Due to the law of entropy, Systems cannot long survive without a source of energy. In the case of living systems this energy comes in the form of food and chemical processes for breaking down molecules into ATP or from the sun through photosynthesis. Business systems are no different. They require energy in the form of negotiable assets or money. Customers provide the money that keep business systems functioning. Every organization of any size has an accounting department that defines how money is dispersed throughout the organization and how it gets into and out of systems.

IT cannot dictate how this is performed but must be aware that it is necessary for survival of the system just as nutrients are necessary for the survival of living systems. Therefore a primary interface between the IT system and the business is the receipt of budget. Much like cells in complex living organisms, business systems must provide value to the larger system in return for the survival resources they receive. Systems that don’t provide value eventually fail to receive necessary resources, wither, and die. In complex organisms where inefficient systems are not weeded out, the larger organism becomes inefficient and is eventually replaced by more efficient organisms; basic evolution.

Businesses and business systems aren’t much different. Businesses must efficiently utilize the resources they receive to produce value in procuring additional resources. Businesses that do this well create a surplus called profit and survive in the market place. Those that do it poorly wither, die, and are replaced by hardier companies. Part of this process is ensuring that internal distribution of resources is done in a manner that produces sufficient value to produce a surplus. At the level of survival every business system must ensure that it receives adequate resources and that it provides processes for turning those resources into surplus back to the larger business system.
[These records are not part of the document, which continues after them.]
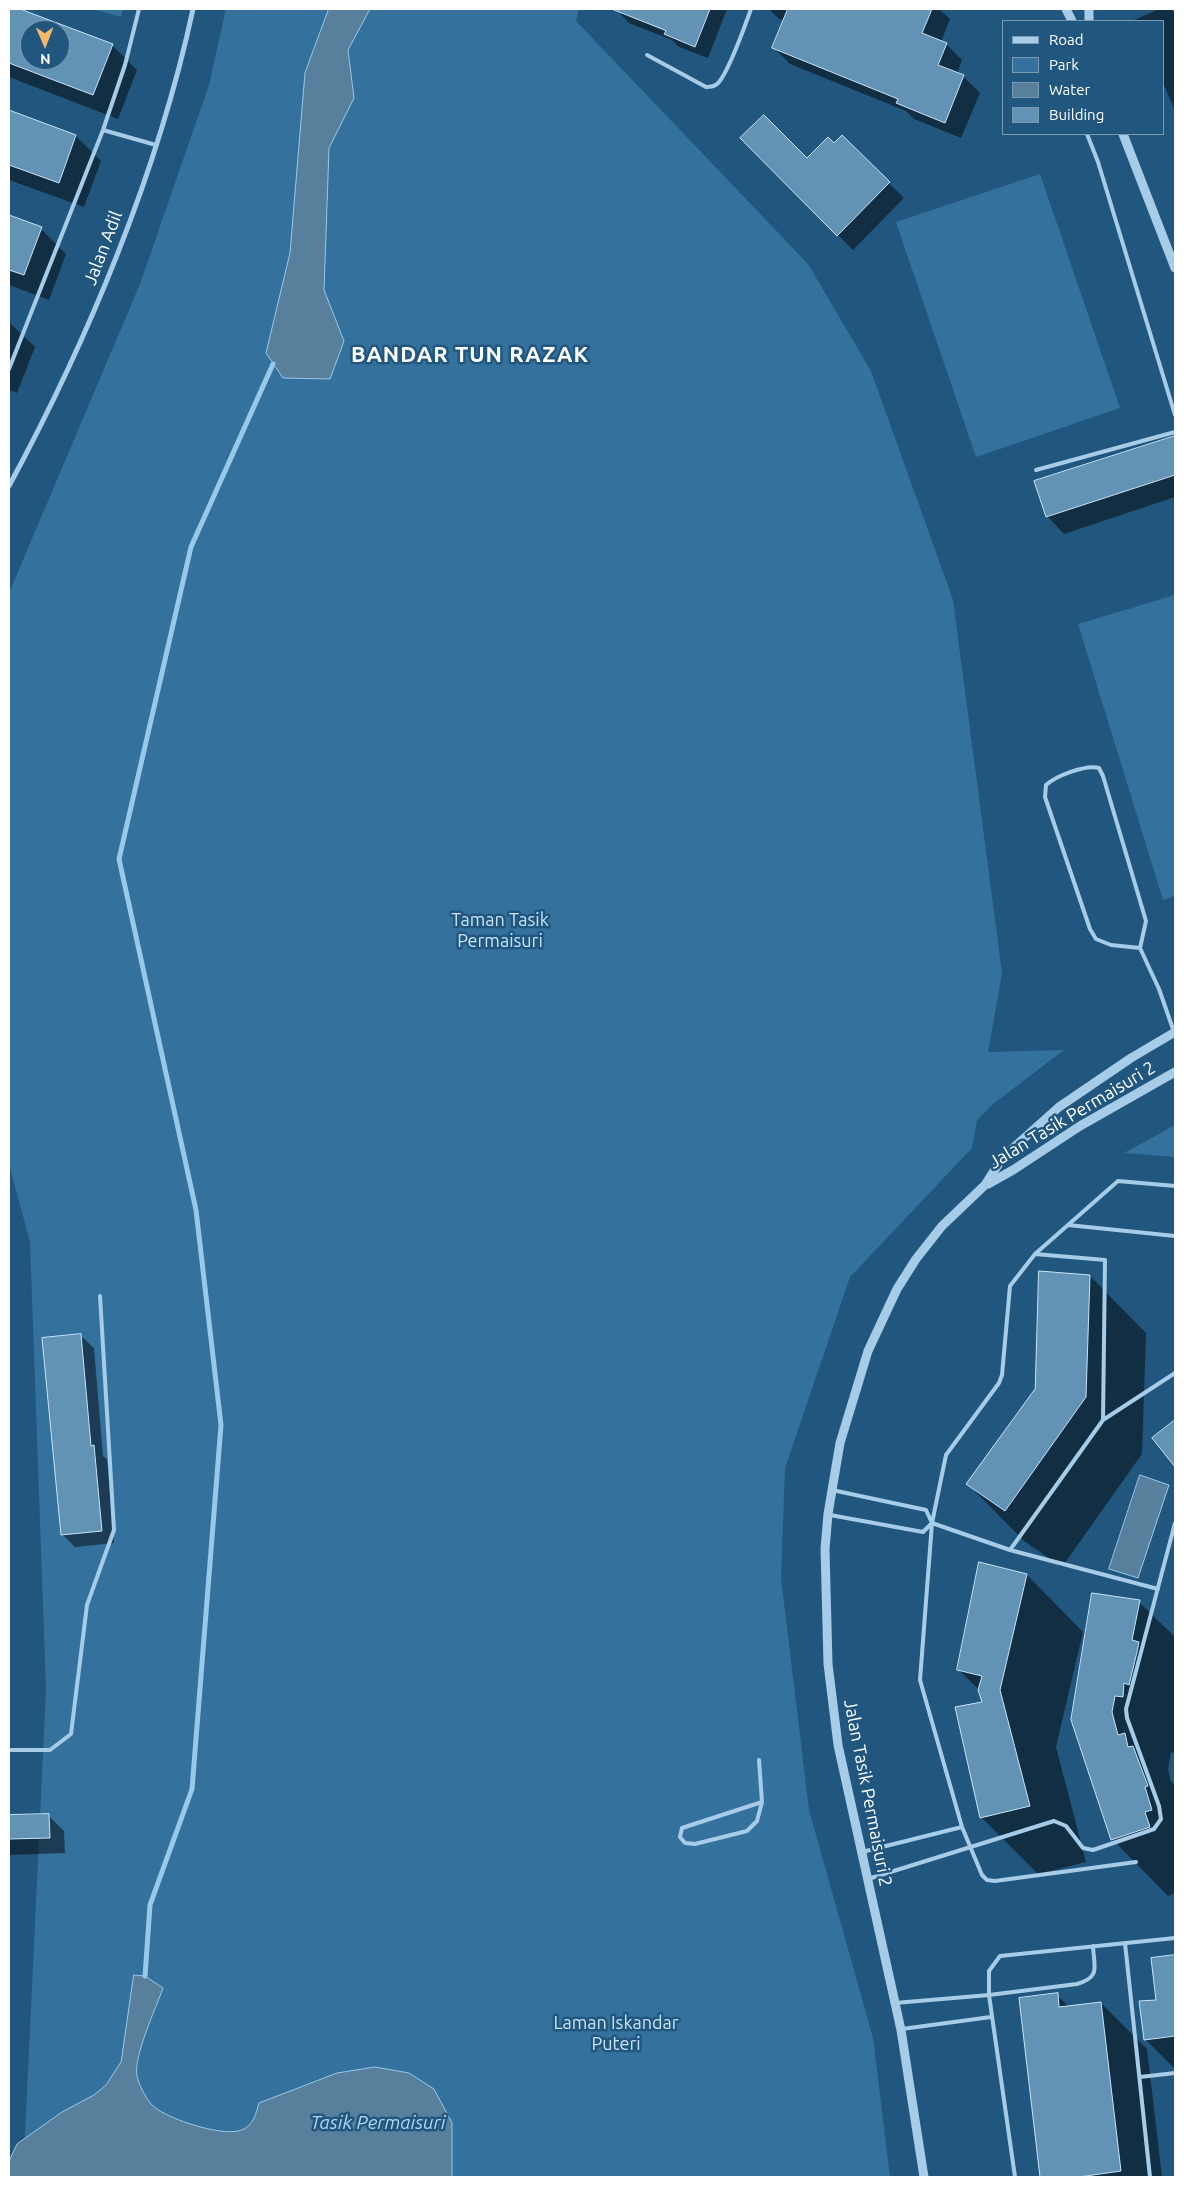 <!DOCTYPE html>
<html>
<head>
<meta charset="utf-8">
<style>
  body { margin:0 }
  #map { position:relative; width:1184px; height:2186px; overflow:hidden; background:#21577f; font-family:Ubuntu,sans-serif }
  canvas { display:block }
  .frame { position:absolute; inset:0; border:10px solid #fff; pointer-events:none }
  .legend { position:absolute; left:1002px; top:20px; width:162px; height:115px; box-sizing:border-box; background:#21577f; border:1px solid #7a9ab2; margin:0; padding:6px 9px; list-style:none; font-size:15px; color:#fff }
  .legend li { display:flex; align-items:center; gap:10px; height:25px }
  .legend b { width:25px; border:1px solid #7a9ab2 }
  .north { position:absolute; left:20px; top:20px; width:50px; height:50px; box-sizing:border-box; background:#21577f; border:1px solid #7a9ab2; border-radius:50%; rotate:179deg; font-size:14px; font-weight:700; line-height:20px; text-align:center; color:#fff }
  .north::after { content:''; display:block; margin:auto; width:18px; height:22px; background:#f4b867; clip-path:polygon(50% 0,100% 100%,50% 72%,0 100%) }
</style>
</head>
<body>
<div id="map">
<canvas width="1184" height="2186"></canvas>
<div class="frame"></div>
<ul class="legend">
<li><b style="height:6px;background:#a6cce7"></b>Road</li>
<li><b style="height:14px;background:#34719d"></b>Park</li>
<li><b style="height:14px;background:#587f9c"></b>Water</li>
<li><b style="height:14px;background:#6292b4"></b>Building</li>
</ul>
<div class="north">N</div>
</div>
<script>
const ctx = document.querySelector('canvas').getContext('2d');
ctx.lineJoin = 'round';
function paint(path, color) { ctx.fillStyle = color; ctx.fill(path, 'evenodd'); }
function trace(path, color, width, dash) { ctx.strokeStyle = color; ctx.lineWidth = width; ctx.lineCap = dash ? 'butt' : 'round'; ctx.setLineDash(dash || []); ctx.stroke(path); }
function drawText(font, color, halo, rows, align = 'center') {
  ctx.font = font + ' Ubuntu,sans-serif'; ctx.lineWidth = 5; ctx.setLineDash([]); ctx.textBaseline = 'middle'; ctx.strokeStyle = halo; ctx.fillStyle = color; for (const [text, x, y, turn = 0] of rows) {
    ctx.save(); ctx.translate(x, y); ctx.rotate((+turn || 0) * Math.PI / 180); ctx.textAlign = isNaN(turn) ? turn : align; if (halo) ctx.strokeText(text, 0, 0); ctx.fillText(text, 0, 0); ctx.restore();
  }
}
const green = new Path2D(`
  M93,9H123L121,17Z
  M226,9H579L576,21L808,264L871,371L953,600L1002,973L988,1052L1064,1050L993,1104L977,1120L972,1148L850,1277L785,1468L781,1578L809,1810L873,2038L890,2177H23L46,1690L30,1242L9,1164V593L140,284L209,85Z
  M1040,174L1120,408L976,457L896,222Z
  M1175,595V896L1163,900L1078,624Z
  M1175,1125V1157L1124,1153Z`);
const water = new Path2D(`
  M329,9H370L348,50L354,98L329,148L324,290L344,341L330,379L283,378L266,353L290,253L305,73Z
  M1140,1475L1169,1485L1138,1578L1109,1569Z
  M134,1975L145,1976L163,1988C156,2008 133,2057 137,2076C139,2085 146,2099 153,2106C167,2119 227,2139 244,2129C254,2123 256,2114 259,2103L337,2073L375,2067L409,2073L434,2089L452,2123V2177H9V2161L17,2144L62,2112L94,2095L106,2085L121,2062Z`);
const shadow = new Path2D(`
  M9,9H16L112,45L137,70L118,119L9,77ZM30,30H60V60H30Z
  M617,9H727L708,58L679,47L672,40L629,23L617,10Z
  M769,9H939L950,19L941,42L946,44L962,60L957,74L963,76L980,93L961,138L914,119L906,111L790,64L774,48L785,21L779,19Z
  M1159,9H1171L1175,13V110L1163,83V21L1134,20Z
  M9,111L76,136L101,161L84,207L9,180Z
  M842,137L904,198L853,250L741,138L807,159L834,145Z
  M9,217L41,229L66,254L49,300L9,285Z
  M9,322L35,347L17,393L9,390Z
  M1175,437V497L1064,534L1048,517L1036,482Z
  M1090,1276L1146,1333L1142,1454L1062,1567L1024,1541L968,1484L1037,1390Z
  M81,1336L94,1348L103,1456L107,1459L114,1543L75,1547L62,1534Z
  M980,1563L1027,1575L1083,1632L1056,1747L1086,1862L1038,1874L981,1817L983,1703L979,1690L959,1670Z
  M1139,1602L1175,1637V1753L1171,1752L1168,1769L1171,1781L1175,1785V1893L1168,1896L1112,1839L1072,1720Z
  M48,1815L64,1831L65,1853L9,1855V1816Z
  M1175,1956V2069L1145,2039L1158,2001L1153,1959Z
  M1057,1995L1069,2007L1101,2003L1147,2049L1162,2177H1041L1021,1999Z`);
const stream = new Path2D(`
  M145,1976L150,1905L192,1789L221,1425L196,1210L119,859L191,547L273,364`);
const building = new Path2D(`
  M9,9H20L113,44L93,95L9,63ZM30,30H60V60H30Z
  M612,9H710L695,47L664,34L666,31Z
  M788,9H932L922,33L947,43L938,65L964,75L945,123L896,103L898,99L772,48Z
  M9,110L76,135L59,183L9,165Z
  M764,115L807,158L828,137L834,143L842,135L890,182L837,236L740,138Z
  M9,215L42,227L24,275L9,270Z
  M1175,436V475L1046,517L1034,481Z
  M1039,1271L1090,1275L1086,1397L1005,1511L966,1484L1035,1389Z
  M81,1334L91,1446L94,1445L102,1531L61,1535L42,1338Z
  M1175,1420V1467L1152,1438Z
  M979,1562L1027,1574L1000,1690L1030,1806L980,1818L955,1707L982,1702L978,1690L982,1676L957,1670Z
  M1092,1593L1140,1600L1132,1640L1139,1642L1137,1652L1129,1685L1124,1683L1123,1697L1115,1696L1112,1712L1118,1735L1125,1733L1128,1747L1133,1746L1148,1786L1145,1787L1152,1810L1145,1812L1150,1827L1111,1840L1071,1720Z
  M49,1814L50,1838L9,1839V1815Z
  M1175,1955V2036L1144,2040L1139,2001L1156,2000L1151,1958Z
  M1058,1993L1059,2007L1101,2002L1121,2171L1079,2177H1040L1019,1998Z`);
const service = new Path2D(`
  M647,55L706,87C710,87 714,87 717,84C727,76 746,23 751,9
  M103,130L156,145
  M1087,134L1098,162L1175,415
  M9,369L103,130L125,65L139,9
  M1036,470L1175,432
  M1140,948L1111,945L1096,939L1090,929L1045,797L1046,785C1056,776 1086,764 1099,768L1103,776L1146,921L1140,948L1159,989L1174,1032
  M1068,1225L1175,1236
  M1103,1420L1175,1373
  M832,1490L926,1510L932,1523L1010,1550L1158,1589
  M830,1515L923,1532L932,1523
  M1010,1550L1103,1420L1105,1260L1035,1254
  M9,1750H50L71,1734L87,1605L114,1530L100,1296
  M759,1760L762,1802L757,1821L747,1831L695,1844L685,1843L680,1837L682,1828L762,1802
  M862,1852L962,1827
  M1136,1862L995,1881L987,1880L982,1875L962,1827L920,1680L932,1523L946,1455L999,1383L1002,1375L1010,1286L1035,1254L1118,1181L1175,1186
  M868,1879L1054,1821L1066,1826L1083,1848L1093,1850L1154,1829L1161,1819L1159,1806L1127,1718L1126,1709L1175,1523
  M1125,1943L1150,2177
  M895,2003L989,1995L1077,1984C1101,1977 1094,1967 1093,1946
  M902,2029L991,2017
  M1140,2077L1175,2073
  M1015,2177L989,1995V1971L1000,1956L1175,1938`);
const minor = new Path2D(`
  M9,486C88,340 158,172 193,9`);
const tertiary = new Path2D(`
  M1066,9L1072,21
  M1089,9V21
  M1123,134L1175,268
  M988,1184L1013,1170L1080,1126L1175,1072
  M924,2177L901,2030L838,1745L828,1664L825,1549L828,1514L840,1443L868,1351L897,1289L916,1259L942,1226L985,1185L1003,1157L1059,1107L1131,1058L1175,1032`);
const streetNames = [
  ["Jalan Adil",103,248,-69],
  ["Jalan Tasik Permaisuri 2",1072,1115,-31],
  ["Jalan Tasik Permaisuri 2",868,1793,79]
];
const parkNames = [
  ["Taman Tasik",500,920],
  ["Permaisuri",500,941],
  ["Laman Iskandar",616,2023],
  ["Puteri",616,2044]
];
const waterNames = [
  ["Tasik Permaisuri",378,2123]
];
const districtNames = [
  ["BANDAR TUN RAZAK",470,355]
];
paint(green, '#34719d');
paint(water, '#587f9c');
trace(water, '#99c9e8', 1);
paint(shadow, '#0007');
trace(stream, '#99c9e8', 5);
paint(building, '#6292b4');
trace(building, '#c9e3f6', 1);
trace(service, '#a6cce7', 4);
trace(minor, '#a6cce7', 5);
trace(tertiary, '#a6cce7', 9);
drawText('18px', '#fff', '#21577f', streetNames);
drawText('18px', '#c9e3f6', '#21577f', parkNames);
drawText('italic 19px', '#b1d6ef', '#21577f', waterNames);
ctx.letterSpacing = '1px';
drawText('bold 22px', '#fff', '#21577f', districtNames);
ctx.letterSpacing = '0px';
</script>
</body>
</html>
From the IT system perspective there are therefore two primary system interfaces that are vital to its survival; budget in and services out. Every process within IT should contribute in some demonstrable way to receiving resources and turning resources into surplus. Many people will recognize this concept as the value chain. Any process, activity, or resource within IT that cannot be linked to this chain is waste and should be eliminated according to commonly recognized Lean Concepts.
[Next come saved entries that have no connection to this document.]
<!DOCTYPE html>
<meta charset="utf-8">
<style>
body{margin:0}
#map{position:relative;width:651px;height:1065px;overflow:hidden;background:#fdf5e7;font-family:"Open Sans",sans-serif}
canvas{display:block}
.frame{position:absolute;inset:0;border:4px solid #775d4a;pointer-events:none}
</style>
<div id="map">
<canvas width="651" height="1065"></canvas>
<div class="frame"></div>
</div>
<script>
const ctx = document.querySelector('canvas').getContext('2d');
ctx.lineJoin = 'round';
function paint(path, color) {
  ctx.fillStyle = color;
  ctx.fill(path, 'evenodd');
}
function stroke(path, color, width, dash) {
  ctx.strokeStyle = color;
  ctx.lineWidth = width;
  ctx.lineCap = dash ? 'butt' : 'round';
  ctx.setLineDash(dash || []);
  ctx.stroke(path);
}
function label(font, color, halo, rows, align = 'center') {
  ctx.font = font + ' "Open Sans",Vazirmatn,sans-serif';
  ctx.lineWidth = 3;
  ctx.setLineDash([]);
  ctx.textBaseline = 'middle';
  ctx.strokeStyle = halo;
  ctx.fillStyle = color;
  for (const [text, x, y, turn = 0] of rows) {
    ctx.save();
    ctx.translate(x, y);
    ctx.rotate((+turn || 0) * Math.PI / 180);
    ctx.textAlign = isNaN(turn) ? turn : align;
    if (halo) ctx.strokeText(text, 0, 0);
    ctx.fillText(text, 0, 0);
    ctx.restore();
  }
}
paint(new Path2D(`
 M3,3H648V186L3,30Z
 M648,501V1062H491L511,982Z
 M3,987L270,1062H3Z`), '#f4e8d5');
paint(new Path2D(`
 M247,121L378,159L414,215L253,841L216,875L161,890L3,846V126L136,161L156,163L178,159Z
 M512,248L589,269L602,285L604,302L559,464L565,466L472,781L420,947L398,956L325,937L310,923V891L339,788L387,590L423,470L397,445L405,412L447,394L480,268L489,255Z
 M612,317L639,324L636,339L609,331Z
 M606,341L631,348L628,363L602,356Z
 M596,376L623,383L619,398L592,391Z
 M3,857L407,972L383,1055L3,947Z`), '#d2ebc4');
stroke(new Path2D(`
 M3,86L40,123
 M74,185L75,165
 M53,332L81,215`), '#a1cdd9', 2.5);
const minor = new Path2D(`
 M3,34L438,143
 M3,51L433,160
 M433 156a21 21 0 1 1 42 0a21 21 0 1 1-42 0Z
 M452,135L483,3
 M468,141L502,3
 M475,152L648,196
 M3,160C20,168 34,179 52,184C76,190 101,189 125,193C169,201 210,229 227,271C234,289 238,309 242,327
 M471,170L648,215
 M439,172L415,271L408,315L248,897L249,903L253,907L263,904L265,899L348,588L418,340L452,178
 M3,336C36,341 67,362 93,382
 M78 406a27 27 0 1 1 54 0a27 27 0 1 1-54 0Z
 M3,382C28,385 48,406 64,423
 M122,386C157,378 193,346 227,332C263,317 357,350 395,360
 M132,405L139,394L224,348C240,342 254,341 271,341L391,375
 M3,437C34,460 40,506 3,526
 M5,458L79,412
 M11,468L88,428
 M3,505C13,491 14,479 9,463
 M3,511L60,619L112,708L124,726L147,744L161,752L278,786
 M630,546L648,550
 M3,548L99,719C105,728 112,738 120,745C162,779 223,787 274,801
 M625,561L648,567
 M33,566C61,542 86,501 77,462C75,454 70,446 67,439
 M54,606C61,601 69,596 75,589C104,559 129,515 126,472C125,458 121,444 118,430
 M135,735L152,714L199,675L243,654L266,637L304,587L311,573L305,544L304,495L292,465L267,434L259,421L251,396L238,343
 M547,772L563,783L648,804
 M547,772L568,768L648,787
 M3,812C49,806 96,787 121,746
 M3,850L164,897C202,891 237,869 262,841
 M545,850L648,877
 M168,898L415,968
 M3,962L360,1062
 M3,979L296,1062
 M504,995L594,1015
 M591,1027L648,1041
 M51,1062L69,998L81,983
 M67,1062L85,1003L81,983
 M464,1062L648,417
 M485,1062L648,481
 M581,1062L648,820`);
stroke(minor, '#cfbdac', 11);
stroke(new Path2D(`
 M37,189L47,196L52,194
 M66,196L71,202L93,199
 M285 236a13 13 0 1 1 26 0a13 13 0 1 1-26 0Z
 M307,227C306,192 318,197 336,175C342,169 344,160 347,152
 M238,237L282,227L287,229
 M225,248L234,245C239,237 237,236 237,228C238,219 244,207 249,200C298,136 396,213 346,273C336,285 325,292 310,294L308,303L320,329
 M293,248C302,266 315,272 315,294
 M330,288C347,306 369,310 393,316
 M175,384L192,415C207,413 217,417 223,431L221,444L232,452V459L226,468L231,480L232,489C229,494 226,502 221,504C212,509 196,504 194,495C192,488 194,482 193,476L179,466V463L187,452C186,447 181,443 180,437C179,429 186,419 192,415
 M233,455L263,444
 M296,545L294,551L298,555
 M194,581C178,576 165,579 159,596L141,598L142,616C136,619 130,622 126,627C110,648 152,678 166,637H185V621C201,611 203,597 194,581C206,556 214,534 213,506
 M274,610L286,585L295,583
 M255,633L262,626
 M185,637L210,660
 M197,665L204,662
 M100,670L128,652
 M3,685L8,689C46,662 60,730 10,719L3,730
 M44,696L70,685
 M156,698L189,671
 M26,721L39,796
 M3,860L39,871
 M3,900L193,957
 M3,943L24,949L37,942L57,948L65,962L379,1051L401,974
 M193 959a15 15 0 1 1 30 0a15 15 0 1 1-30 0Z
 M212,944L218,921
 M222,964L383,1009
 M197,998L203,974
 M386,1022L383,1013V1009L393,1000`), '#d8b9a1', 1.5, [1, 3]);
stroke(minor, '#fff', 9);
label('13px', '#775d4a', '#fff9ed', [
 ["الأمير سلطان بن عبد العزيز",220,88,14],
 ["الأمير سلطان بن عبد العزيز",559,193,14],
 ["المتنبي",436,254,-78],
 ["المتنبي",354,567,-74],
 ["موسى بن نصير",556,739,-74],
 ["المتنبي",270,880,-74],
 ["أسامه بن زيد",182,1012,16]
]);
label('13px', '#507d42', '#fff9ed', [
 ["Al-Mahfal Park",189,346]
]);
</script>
Without going too much deeper into these concepts we should recognize several things:

* value exchanges between systems occur at the system boundaries
* processes are required to service those exchanges
* Processes must link to the value chain or be eliminated as waste

When using systems theory to better understand IT Service Management it becomes very clear that value/survival begins and ends at systems boundaries. In order to increase the system’s odds of survival over time there must be efficient exchanges at systems boundaries linked to internal processes that produce a surplus of value.

So the simple answer to “where do we start?” is “at the system boundaries.” Identify the most important boundary exchanges, optimize the boundary exchanges, trace the process flow from input boundary to output boundary, and optimize that process as a system.